現実に近い世界観が新しいRPG
シリーズ初、ニンテンドーDSでの作品となった『キングダムハーツ 358/2 Days』。
この『キングダムハーツ 358/2 Days』の構想を練るのに一役買った作品がある。
『すばらしきこのせかい』だ。
『すばらしきこのせかい』をプレイしたのは、実は中学生のころ。
もう記憶は薄れつつあるのだが、それでも強烈に記憶に残っている部分が多々ある。

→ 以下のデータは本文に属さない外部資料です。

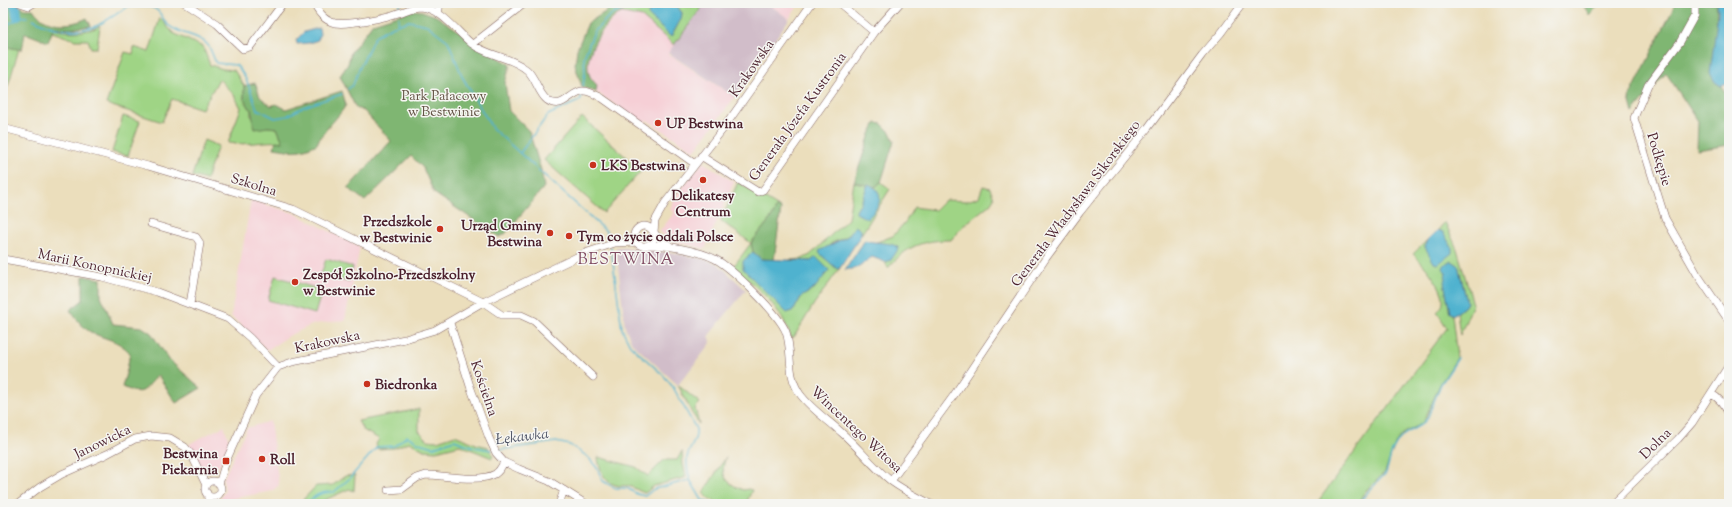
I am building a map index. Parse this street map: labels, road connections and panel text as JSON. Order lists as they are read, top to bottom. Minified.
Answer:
{"streets":{"street":["Krakowska","Generała Józefa Kustronia","Podkępie","Szkolna","Generała Władysława Sikorskiego","Marii Konopnickiej","Kościelna","Wincentego Witosa","Janowicka","Dolna"]},"crossings":[["Krakowska","Generała Józefa Kustronia"],["Krakowska","Szkolna"],["Krakowska","Marii Konopnickiej"],["Krakowska","Kościelna"],["Krakowska","Wincentego Witosa"],["Generała Władysława Sikorskiego","Wincentego Witosa"]],"districts":["BESTWINA"],"water":["Łękawka"],"parks":["Park Pałacowy w Bestwinie"],"places":{"other":["UP Bestwina","LKS Bestwina","Delikatesy Centrum","Przedszkole w Bestwinie","Urząd Gminy Bestwina","Tym co życie oddali Polsce","Zespół Szkolno-Przedszkolny w Bestwinie","Biedronka","Roll"],"transit":["Bestwina Piekarnia"]}}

そんな斬新さが魅力のゲームだ。
舞台は渋谷。
人々が行き交う雑踏の中目覚めたネクは、とあるゲームに参加されられ、そのゲームで7日間生き残らなければ、存在した事実を抹消すると言い渡される。
そんな理不尽とも思えるゲームに挑む7日間が描かれた作品である。
アクションRPGであり、ノイズと呼ばれる敵と戦っていくのだが、世界観は現実に近くなっている。
たとえば、キャラクターの装備は盾や鎧などではなく、Tシャツや靴などを装備する。
武器も剣のようなものはなく、バッジを使ったサイキック能力で戦っていく。
またバッジには、それぞれにブランドがある。
バッジを使い続けていると、そのブランドがトレンドとなり、攻撃力上昇などの恩恵を受けられるのも、現実を取り入れたシステムだ。

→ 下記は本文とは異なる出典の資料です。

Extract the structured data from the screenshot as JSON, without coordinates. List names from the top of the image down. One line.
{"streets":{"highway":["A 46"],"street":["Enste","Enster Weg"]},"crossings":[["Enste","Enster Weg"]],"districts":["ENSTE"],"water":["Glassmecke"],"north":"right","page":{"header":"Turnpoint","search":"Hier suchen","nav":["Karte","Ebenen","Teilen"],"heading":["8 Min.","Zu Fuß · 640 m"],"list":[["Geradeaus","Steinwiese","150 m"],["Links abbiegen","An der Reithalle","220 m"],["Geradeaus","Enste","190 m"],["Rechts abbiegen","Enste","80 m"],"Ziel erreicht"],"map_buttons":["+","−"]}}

ニンテンドーDSの、二画面とタッチ操作を最大限に活用しようと開発されただけあり、戦闘システムは非常に斬新なものになっている。
戦闘では、ニンテンドーDSの上下二画面を同時に操作する。
下画面では主人公のネクをタッチで操作。
上画面ではパートナーをボタンで操作。
二画面に表示されたキャラクターを同時に操作するゲームというのは、後にも先にも『すばらしきこのせかい』だけなのではないだろうか。
ちなみにパートナーの操作はオートに設定もできる。無理に二画面を操作しなくても良いのは、押しつけがましくなくて良い。
映画を見終わったような気持ちになるエンディング
ネクを中心に、渋谷での7日間を描いたストーリーだが、パートナーのシキ、ヨシュア、ビイトとそれぞれ7日間を過ごすことになるため、ボリュームがかなり多い。
そして、それだけの長い時間を過ごすのだから、パートナーを含めキャラクターへの愛着が湧いてくる。
そんな中で迎えるエンディング。
JYONGRIさんの『Lullaby For You』が流れてくる。
それまでのストーリーで感じてきたことを踏まえたうえで耳にするエンディング曲のやさしいイントロ。まるで映画を見終わったような気持ちにさせられる。
中学生当時、これほどゲームのエンディングで余韻に浸ったのは、初めてだったかもしれないし、あのときの気持ちだけは今でも色濃く残っている。
オリジナル版にしかない魅力
ニンテンドーDSで発売された『すばらしきこのせかい』だが、その後スマホ向けに『すばらしきこのせかい Solo Remix』や、Nintendo Switch向けに『すばらしきこのせかい Final Remix』が発売されている。
それぞれ、新たなシナリオなどが追加されおり、こちらを遊ぶのも良いと思う。
しかし、これらはエンディング曲が変わっていおり、当然ながら二画面の戦闘は体験できない。
ニンテンドーDS版にしかない魅力があるのだ。
すでに『すばらしきこのせかい Final Remix』などをクリアしている人も、ニンテンドーDSに立ち戻って、もう一度プレイしてもらいたいと思う。